■ **Brief**
Please set down the lines of the listing exactly, from its first line to the line with "font-size:32px; font-weight:400; color:var(--muted)", leaving the pictures out.

■ **Data for this task**

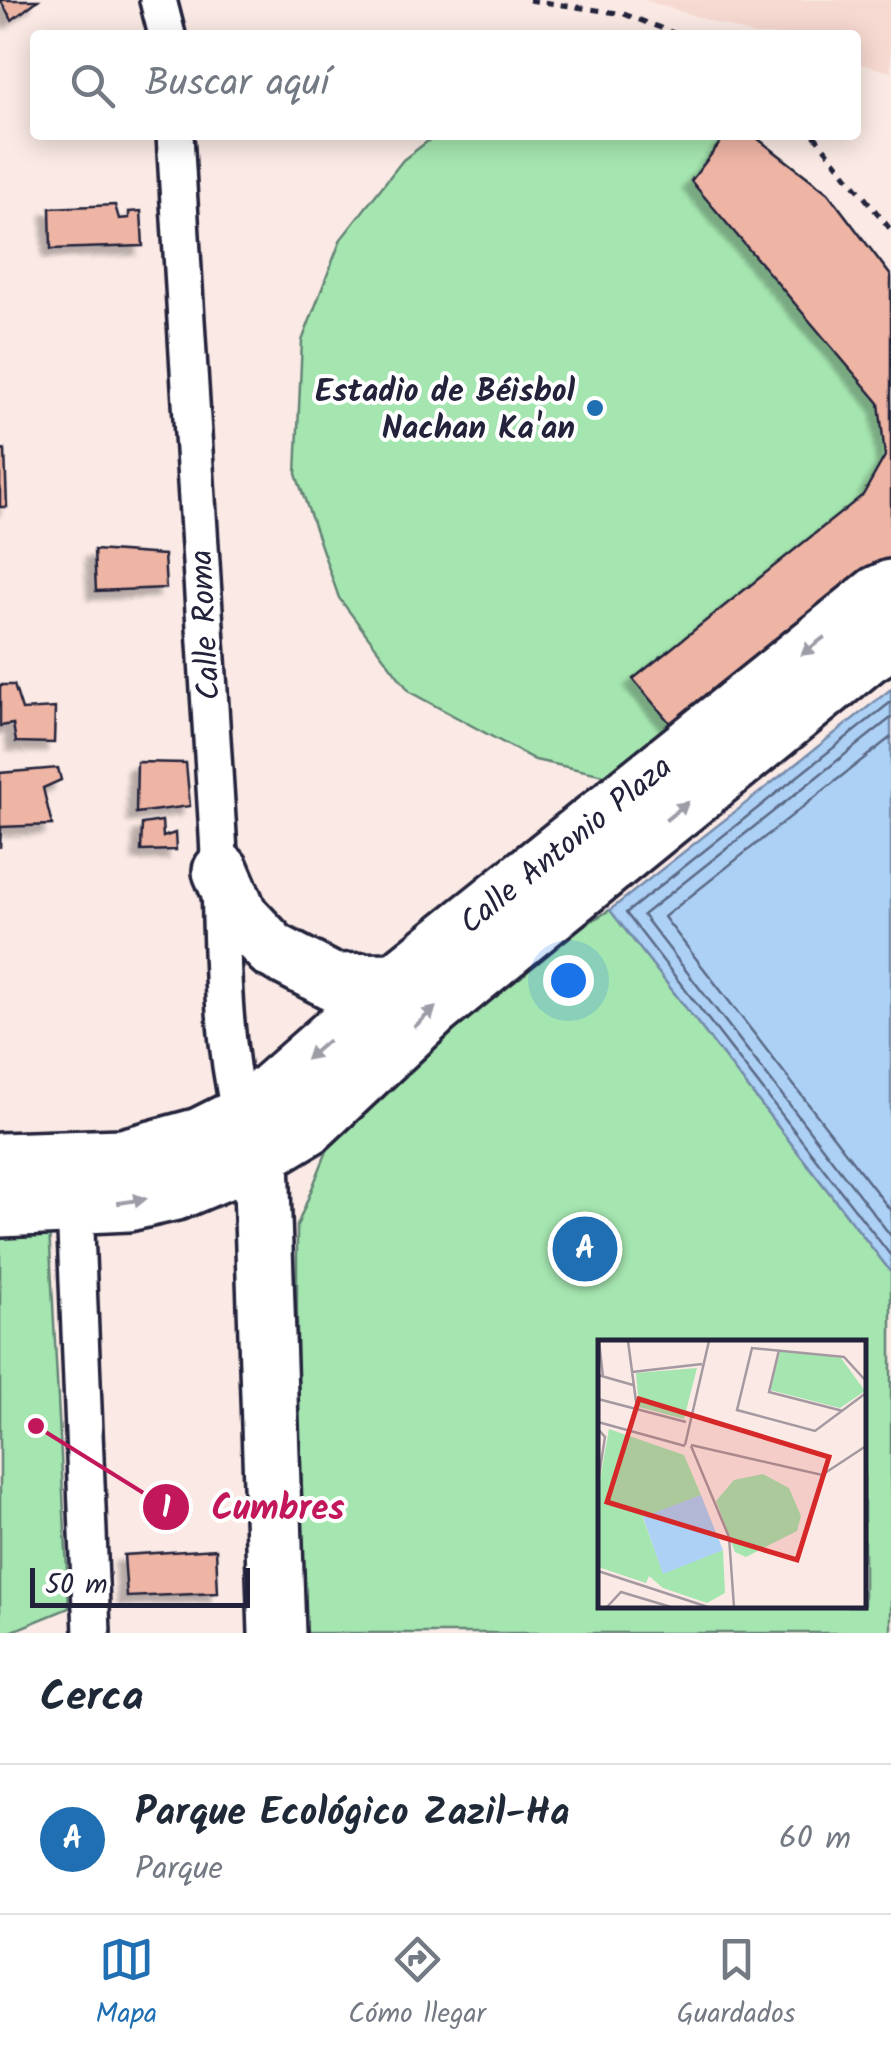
<!DOCTYPE html>
<html lang="es">
<head>
<meta charset="utf-8">
<style>
	:root { --surface:#fff; --page:#f2f2f3; --text:#1f2937; --muted:#747a83; --line:#e0e1e3; --accent:#1f6fb2 }
	body { margin:0; font-family:Kalam,sans-serif; background:var(--page); color:var(--text) }
	.scale { position:absolute; left:30px; bottom:25px; width:220px; box-sizing:border-box; padding-left:10px; border:5px solid #22223b; border-top:0; font-size:28px; line-height:35px; white-space:nowrap; color:#22223b; -webkit-text-stroke:8px #fff; paint-order:stroke }
	.you { position:absolute; left:568px; top:980px; width:35px; height:35px; margin:-25px; border:8px solid #fff; border-radius:50%; background:#1a73e8; box-shadow:0 0 0 15px #1a73e833 }
	.badge { display:grid; place-items:center; width:65px; height:65px; border-radius:50%; background:var(--accent); color:#fff; font-size:32px; font-weight:700 }
	.pin { position:absolute; translate:-50% -50%; border:5px solid #fff; box-shadow:0 2px 10px #0006 }
	.list { margin:0; padding:0; list-style:none }
	h2 { display:flex; justify-content:space-between; align-items:center; height:130px; margin:0; padding:0 40px; font-size:42px }
	h2 small { font-size:32px; font-weight:400; color:var(--muted) }
	.list li { display:grid; grid-template-columns:65px 1fr auto; gap:30px; align-items:center; box-sizing:border-box; height:150px; padding:0 40px; border-top:2px solid var(--line) }
	.list b { display:block; font-size:38px; white-space:nowrap }
	.list p { margin:0; font-size:32px; white-space:nowrap; color:var(--muted) }
	.list em { font-size:32px; font-style:normal; color:var(--muted) }
	.icon { flex:none; width:55px; height:55px; fill:none; stroke:currentColor; stroke-width:2; stroke-linecap:round; stroke-linejoin:round }
	.map { position:relative; flex:none; width:891px; height:1633px; overflow:hidden }
	.search { position:absolute; background:var(--surface); box-shadow:0 5px 25px #0003; left:30px; right:30px; top:30px; height:110px; display:flex; align-items:center; gap:25px; box-sizing:border-box; padding:0 35px; border-radius:10px; color:var(--muted); font-size:38px }
	.sheet { height:280px; background:var(--surface) }
	nav { display:flex; justify-content:space-around; align-items:center; box-sizing:border-box; height:140px; border-top:2px solid var(--line); background:var(--surface); font-size:28px; color:var(--muted) }
	nav a { display:grid; justify-items:center; gap:5px }
	nav .on { color:var(--accent) }
	.map>svg:first-child { display:block }
	.built { fill:#f6d9d1 }
	.green { fill:#a5e6b0; stroke:#648476; stroke-width:2.5; fill-rule:evenodd }
	.water { fill:#add1f5; stroke:#758bab; stroke-width:2.5 }
	.lines { fill:none; stroke-linecap:round; stroke-linejoin:round }
	.shore { stroke:#5a6885; stroke-width:2.5 }
	.building { fill:#eeb5a4; stroke:#22223b; stroke-width:2.5; filter:url(#shadow) }
	.minor-casing { stroke:#22223b; stroke-width:42 }
	.primary-casing { stroke:#22223b; stroke-width:62 }
	.path { stroke:#22223b; stroke-width:5; stroke-dasharray:8 8; stroke-linecap:butt }
	.minor { stroke:#fff; stroke-width:35 }
	.primary { stroke:#fff; stroke-width:55 }
	.oneway { fill:#9c9ca7 }
	.poi-dot { fill:#1f6fb2; stroke:#fff; stroke-width:4 }
	.labels { text-anchor:middle; stroke-width:8; stroke-linejoin:round; paint-order:stroke }
	.poi-label { font-size:32px; font-weight:bold; fill:#22223b; stroke:#fff; text-anchor:end }
	.street-label { font-size:32px; fill:#22223b; stroke:#fff }
	.inset-road { fill:none; stroke:#a499a0; stroke-width:2.5 }
	.view { fill:#d62828; fill-opacity:0.15; stroke:#d62828; stroke-width:5 }
	.inset-edge { fill:none; stroke:#22223b; stroke-width:5 }
	.leader { fill:none; stroke:#c2185b; stroke-width:4 }
	.callout-dot { fill:#c2185b; stroke:#fff; stroke-width:4 }
	.mark-label { font-size:30px; text-anchor:middle; font-weight:bold; fill:#fff }
	.callout-label { font-size:35px; text-anchor:middle; font-weight:bold; fill:#c2185b; stroke:#fff; stroke-width:8; stroke-linejoin:round; paint-order:stroke }
</style>
</head>
<body>
<div class="map">
<svg width="891" height="1633" viewBox="0 0 891 1633">
	<defs>
		<filter id="shadow"><feDropShadow dx="-8" dy="8" stdDeviation="2.5" flood-color="#0004"/></filter>
	</defs>
	<rect width="100%" height="100%" fill="#fae9e4"/>
	<filter id="ink" filterUnits="userSpaceOnUse"><feTurbulence type="fractalNoise" baseFrequency=".01" numOctaves="2"/><feDisplacementMap in="SourceGraphic" scale="20" xChannelSelector="R" yChannelSelector="G"/><feConvolveMatrix kernelMatrix="1 2 1 2 8 2 1 2 1" color-interpolation-filters="sRGB"/></filter>
	<g filter="url(#ink)">
		<path class="built" d="M645,0H891V72L856,63V35H755Z"/>
		<path class="green" d="M436,135H753L828,193L891,276V572L622,779L535,760L410,692L339,598L296,474L302,341L341,239L403,160Z
			M610,910L891,1272V1633H304L297,1458V1226L331,1141L507,971ZM601,1343H864V1606H601Z
			M49,1228L69,1608L8,1633H0V1230Z"/>
		<path class="water" d="M891,689V1272L610,910Z"/>
		<g class="lines">
			<path class="shore" d="M891,702L626,913L891,1256
				M891,718L643,915L891,1236
				M891,737L664,917L891,1211"/>
		</g>
		<path class="building" d="M0,0H38L12,20Z
			M726,135H753L828,193L891,276V572L680,735L633,679L863,495L885,456L879,403L691,181Z
			M115,205L119,219L129,218V212L141,211L143,246L51,249L50,208Z
			M5,450L7,507H0V451Z
			M94,550L164,555L166,588L96,591Z
			M0,685H14L22,710L55,708L54,743L16,742L13,724L0,726Z
			M137,762L186,763L190,806L136,813Z
			M58,768L61,780L43,788L52,825L1,827L0,848V773Z
			M162,821L163,837L175,833L176,850L141,851L142,824Z
			M216,1549L218,1593L127,1597L124,1555Z"/>
		<g class="lines">
			<defs>
				<path id="minor" d="M158,0L167,35
					M175,135C189,363 201,591 217,819C224,918 217,1016 240,1114
					M75,1206L92,1633"/>
				<path id="primary" d="M221,871L240,916L272,950L333,982L396,981
					M248,1111L396,981L878,594L891,588
					M273,1148L308,1127L434,1009L867,656L891,641
					M261,1158L277,1633
					M0,1161L123,1157L200,1136L234,1119
					M0,1209L128,1203L176,1192L252,1160"/>
			</defs>
			<use href="#minor" class="minor-casing"/>
			<use href="#primary" class="primary-casing"/>
			<path class="path" d="M529,0L624,14L679,35
				M814,135L891,230"/>
			<use href="#minor" class="minor"/>
			<use href="#primary" class="primary"/>
		</g>
		<defs><path id="oneway-solid" d="M-6-.8H1V-3.2L6.5 0L1 3.2V.8H-6Z" transform="scale(2.5)"/></defs>
		<g class="oneway">
			<use href="#oneway-solid" transform="translate(813 646) rotate(142)"/>
			<use href="#oneway-solid" transform="translate(677 811) rotate(-39)"/>
			<use href="#oneway-solid" transform="translate(425 1017) rotate(-43)"/>
			<use href="#oneway-solid" transform="translate(317 1050) rotate(139)"/>
			<use href="#oneway-solid" transform="translate(132 1201) rotate(-9)"/>
		</g>
	</g>
	<circle class="poi-dot" cx="595" cy="408" r="10"/>
	<g class="labels">
		<g class="poi-label">
			<text x="575" y="401">Estadio de Béisbol<tspan x="575" dy="37">Nachan Ka'an</tspan></text>
		</g>
		<g class="street-label">
			<text transform="translate(204 625) rotate(-93)" y="11">Calle Roma</text>
			<text transform="translate(565 844) rotate(-39)" y="11">Calle Antonio Plaza</text>
		</g>
	</g>
	<g transform="translate(598 1340)">
		<rect width="268" height="268" fill="#fae9e4"/>
		<path d="M182,11L243,18L267,51L242,68L172,50ZM99,28L86,79L41,67L38,33ZM11,89L86,115L103,155L45,178L65,233L125,210L127,253L109,263L65,248L51,236L48,243L0,227V151ZM165,134L191,148L203,176L199,191L148,217L137,212L118,161L136,140Z" fill="#a5e6b0"/>
		<path d="M103,155L125,210L65,234L45,177Z" fill="#add1f5"/>
		<path class="inset-road" d="M1,1L5,37M30,1L39,69M181,10L171,52L245,71M34,32L104,24M0,35L35,45M268,41L246,17L154,8L139,70L217,91L268,53M0,59L88,82M0,82L87,106M0,89L7,97L0,142M87,105L111,1M93,105L224,135L268,106M93,106L131,197L136,267M0,231L110,267M9,267L23,252L73,267"/>
		<path class="view" d="M41,59L231,117L199,220L9,162Z"/>
		<rect width="268" height="268" class="inset-edge"/>
	</g>
	<path class="leader" d="M36 1426L166 1507"/>
	<g class="callout-dot">
		<circle cx="36" cy="1426" r="10"/>
		<circle cx="166" cy="1507" r="25"/>
	</g>
	<g class="mark-label">
		<text x="166" y="1517">1</text>
	</g>
	<g class="callout-label">
		<text x="278" y="1519">Cumbres</text>
	</g>
</svg>
<div class="scale">50 m</div>
<div class="you"></div>
<div class="pin badge" style="left:585px;top:1249px">A</div>
<div class="search"><svg class="icon" aria-label="search" viewBox="0 0 24 24"><circle cx="10" cy="10" r="6"/><path d="M15 15l6 6"/></svg>Buscar aquí</div>
</div>
<section class="sheet">
<h2>Cerca<small></small></h2>
<ul class="list">
<li><span class="badge">A</span><div><b>Parque Ecológico Zazil-Ha</b><p>Parque</p></div><em>60 m</em></li>
</ul>
</section>
<nav>
<a class="on"><svg class="icon" aria-label="map" viewBox="0 0 24 24"><path d="M3 6l6-2 6 2 6-2v14l-6 2-6-2-6 2zM9 4v14M15 6v14"/></svg>Mapa</a>
<a><svg class="icon" aria-label="directions" viewBox="0 0 24 24"><path d="M12 3l9 9-9 9-9-9zM9 14v-3h6M13 9l2 2-2 2"/></svg>Cómo llegar</a>
<a><svg class="icon" aria-label="saved" viewBox="0 0 24 24"><path d="M7 4h10v16l-5-4-5 4z"/></svg>Guardados</a>
</nav>
</body>
</html>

■ **Result for this task**
<!DOCTYPE html>
<html lang="es">
<head>
<meta charset="utf-8">
<style>
	:root { --surface:#fff; --page:#f2f2f3; --text:#1f2937; --muted:#747a83; --line:#e0e1e3; --accent:#1f6fb2 }
	body { margin:0; font-family:Kalam,sans-serif; background:var(--page); color:var(--text) }
	.scale { position:absolute; left:30px; bottom:25px; width:220px; box-sizing:border-box; padding-left:10px; border:5px solid #22223b; border-top:0; font-size:28px; line-height:35px; white-space:nowrap; color:#22223b; -webkit-text-stroke:8px #fff; paint-order:stroke }
	.you { position:absolute; left:568px; top:980px; width:35px; height:35px; margin:-25px; border:8px solid #fff; border-radius:50%; background:#1a73e8; box-shadow:0 0 0 15px #1a73e833 }
	.badge { display:grid; place-items:center; width:65px; height:65px; border-radius:50%; background:var(--accent); color:#fff; font-size:32px; font-weight:700 }
	.pin { position:absolute; translate:-50% -50%; border:5px solid #fff; box-shadow:0 2px 10px #0006 }
	.list { margin:0; padding:0; list-style:none }
	h2 { display:flex; justify-content:space-between; align-items:center; height:130px; margin:0; padding:0 40px; font-size:42px }
	h2 small { font-size:32px; font-weight:400; color:var(--muted) }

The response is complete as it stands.